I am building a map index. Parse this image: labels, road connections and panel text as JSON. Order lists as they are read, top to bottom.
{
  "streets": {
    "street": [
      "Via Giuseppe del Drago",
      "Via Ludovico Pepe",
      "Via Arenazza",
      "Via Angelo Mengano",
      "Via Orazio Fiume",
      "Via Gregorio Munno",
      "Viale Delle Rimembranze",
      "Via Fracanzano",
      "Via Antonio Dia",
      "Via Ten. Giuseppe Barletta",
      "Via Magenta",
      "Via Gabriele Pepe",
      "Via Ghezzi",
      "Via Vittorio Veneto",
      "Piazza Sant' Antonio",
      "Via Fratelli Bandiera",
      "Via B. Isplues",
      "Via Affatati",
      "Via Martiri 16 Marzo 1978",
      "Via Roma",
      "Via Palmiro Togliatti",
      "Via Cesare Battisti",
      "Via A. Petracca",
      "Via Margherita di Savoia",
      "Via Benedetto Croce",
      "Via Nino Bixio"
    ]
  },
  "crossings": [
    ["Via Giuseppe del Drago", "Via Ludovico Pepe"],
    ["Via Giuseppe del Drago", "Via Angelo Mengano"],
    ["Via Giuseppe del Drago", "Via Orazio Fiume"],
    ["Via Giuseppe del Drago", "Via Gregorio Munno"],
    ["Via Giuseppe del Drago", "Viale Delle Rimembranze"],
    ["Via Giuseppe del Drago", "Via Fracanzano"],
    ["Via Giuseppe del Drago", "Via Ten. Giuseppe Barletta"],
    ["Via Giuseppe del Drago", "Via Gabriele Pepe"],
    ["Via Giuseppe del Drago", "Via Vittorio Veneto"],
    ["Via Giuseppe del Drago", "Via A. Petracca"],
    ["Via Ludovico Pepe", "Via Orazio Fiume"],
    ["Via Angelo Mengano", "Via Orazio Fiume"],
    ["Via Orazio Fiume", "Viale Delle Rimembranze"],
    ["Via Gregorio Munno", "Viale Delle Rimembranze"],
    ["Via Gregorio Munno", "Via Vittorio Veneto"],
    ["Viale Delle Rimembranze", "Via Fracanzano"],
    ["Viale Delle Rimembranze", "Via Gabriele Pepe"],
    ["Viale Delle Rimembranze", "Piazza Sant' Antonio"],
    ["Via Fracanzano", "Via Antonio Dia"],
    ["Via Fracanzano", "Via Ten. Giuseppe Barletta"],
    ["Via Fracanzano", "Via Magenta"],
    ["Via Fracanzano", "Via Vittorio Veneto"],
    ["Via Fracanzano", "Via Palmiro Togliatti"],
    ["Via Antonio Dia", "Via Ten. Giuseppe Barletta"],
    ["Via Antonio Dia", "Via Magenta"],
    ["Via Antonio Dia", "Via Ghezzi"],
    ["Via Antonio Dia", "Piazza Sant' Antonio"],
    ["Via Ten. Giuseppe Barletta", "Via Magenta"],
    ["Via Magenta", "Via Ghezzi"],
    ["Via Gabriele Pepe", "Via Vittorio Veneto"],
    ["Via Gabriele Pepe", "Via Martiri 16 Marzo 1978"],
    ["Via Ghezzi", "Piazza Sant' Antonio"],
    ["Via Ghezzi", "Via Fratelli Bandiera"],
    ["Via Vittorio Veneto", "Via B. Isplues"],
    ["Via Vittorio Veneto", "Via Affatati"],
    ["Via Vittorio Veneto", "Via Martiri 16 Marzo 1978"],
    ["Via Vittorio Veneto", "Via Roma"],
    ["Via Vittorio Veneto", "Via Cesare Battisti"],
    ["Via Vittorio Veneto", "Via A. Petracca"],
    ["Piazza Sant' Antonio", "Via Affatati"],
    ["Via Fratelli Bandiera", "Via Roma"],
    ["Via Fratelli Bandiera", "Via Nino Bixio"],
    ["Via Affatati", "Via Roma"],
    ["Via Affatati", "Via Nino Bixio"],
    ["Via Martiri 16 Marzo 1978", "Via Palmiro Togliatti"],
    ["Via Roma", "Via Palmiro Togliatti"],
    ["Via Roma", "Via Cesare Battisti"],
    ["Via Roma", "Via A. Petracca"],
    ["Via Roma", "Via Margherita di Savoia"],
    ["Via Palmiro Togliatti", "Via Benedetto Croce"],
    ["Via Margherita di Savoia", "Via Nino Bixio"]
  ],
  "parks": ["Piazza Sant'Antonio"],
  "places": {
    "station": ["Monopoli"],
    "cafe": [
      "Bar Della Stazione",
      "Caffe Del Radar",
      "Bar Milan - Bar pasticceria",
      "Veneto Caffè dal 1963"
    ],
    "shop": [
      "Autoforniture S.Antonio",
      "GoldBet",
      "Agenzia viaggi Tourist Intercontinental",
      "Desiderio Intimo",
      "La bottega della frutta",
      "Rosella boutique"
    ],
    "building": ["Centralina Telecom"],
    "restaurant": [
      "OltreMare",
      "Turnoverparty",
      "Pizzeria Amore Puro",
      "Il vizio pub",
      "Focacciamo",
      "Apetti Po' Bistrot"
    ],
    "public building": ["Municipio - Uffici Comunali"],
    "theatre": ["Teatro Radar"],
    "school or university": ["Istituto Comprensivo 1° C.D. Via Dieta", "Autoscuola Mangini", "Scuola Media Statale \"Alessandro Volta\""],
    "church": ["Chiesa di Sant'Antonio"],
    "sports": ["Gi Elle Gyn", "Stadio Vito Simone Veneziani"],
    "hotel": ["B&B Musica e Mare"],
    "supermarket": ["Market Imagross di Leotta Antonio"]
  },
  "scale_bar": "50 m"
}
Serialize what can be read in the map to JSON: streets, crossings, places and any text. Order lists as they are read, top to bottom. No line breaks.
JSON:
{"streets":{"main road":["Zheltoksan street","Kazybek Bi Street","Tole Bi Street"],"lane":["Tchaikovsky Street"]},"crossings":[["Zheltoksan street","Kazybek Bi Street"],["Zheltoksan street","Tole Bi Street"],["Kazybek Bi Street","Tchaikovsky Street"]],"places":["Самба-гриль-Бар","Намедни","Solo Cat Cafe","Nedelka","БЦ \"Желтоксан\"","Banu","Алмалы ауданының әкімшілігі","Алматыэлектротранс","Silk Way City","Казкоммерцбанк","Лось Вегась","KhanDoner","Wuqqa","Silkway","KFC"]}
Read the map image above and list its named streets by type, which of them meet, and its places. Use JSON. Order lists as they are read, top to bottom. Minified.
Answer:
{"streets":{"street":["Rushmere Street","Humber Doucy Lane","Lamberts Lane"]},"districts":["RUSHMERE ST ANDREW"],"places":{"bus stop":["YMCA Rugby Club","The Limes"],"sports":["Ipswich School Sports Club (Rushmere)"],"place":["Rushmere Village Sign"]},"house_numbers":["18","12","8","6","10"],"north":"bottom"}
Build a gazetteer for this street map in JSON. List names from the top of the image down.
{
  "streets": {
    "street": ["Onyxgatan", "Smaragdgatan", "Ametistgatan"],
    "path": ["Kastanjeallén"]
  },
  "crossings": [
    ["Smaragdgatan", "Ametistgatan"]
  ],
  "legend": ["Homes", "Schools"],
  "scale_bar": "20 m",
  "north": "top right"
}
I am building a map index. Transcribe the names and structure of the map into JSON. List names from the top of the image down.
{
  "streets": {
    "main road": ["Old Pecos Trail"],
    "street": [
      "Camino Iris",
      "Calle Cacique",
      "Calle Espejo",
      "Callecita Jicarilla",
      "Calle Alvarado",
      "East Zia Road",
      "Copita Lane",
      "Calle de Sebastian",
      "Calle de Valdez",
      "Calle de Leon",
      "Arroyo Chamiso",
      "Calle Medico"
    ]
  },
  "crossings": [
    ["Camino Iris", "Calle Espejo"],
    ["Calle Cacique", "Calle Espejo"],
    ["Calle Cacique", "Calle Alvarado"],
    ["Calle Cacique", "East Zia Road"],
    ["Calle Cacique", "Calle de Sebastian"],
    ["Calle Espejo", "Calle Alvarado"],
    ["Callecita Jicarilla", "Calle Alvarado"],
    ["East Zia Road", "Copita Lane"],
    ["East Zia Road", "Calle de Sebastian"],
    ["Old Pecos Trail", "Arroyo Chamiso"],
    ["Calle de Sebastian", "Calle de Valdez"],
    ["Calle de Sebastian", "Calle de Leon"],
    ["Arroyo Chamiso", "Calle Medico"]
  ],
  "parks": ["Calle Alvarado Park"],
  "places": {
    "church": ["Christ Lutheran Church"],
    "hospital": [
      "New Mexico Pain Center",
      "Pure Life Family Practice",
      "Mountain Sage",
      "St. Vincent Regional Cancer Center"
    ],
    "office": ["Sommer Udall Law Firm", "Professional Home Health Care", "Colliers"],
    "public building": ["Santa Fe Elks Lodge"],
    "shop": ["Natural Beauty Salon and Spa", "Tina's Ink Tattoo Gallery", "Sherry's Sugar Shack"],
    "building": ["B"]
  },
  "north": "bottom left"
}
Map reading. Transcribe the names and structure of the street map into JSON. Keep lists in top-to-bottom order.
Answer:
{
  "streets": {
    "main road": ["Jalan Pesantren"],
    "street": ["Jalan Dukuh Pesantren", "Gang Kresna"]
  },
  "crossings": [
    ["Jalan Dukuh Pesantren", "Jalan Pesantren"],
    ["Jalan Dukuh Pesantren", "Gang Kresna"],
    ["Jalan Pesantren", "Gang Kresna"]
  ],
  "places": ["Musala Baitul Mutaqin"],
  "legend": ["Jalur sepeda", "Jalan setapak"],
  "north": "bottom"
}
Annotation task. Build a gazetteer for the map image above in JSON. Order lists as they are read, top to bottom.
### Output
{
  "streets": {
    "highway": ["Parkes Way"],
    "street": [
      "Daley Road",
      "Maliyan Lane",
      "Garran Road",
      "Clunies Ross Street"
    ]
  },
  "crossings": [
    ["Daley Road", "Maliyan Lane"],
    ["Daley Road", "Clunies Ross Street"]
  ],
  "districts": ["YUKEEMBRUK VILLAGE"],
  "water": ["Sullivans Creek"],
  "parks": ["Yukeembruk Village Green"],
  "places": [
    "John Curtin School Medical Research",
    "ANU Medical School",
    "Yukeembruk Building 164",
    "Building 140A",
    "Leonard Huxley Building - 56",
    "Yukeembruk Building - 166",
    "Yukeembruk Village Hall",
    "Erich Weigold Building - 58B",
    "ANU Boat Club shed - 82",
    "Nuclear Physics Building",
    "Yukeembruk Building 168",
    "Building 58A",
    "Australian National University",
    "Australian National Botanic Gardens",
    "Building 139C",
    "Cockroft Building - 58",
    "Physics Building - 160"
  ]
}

- [YOUR ASSIGNMENT]: Copy each line of the listing that contains "legend".

- [WRITTEN RESPONSE]:
  "legend": ["Homes", "Schools"],
  "legend": ["Jalur sepeda", "Jalan setapak"],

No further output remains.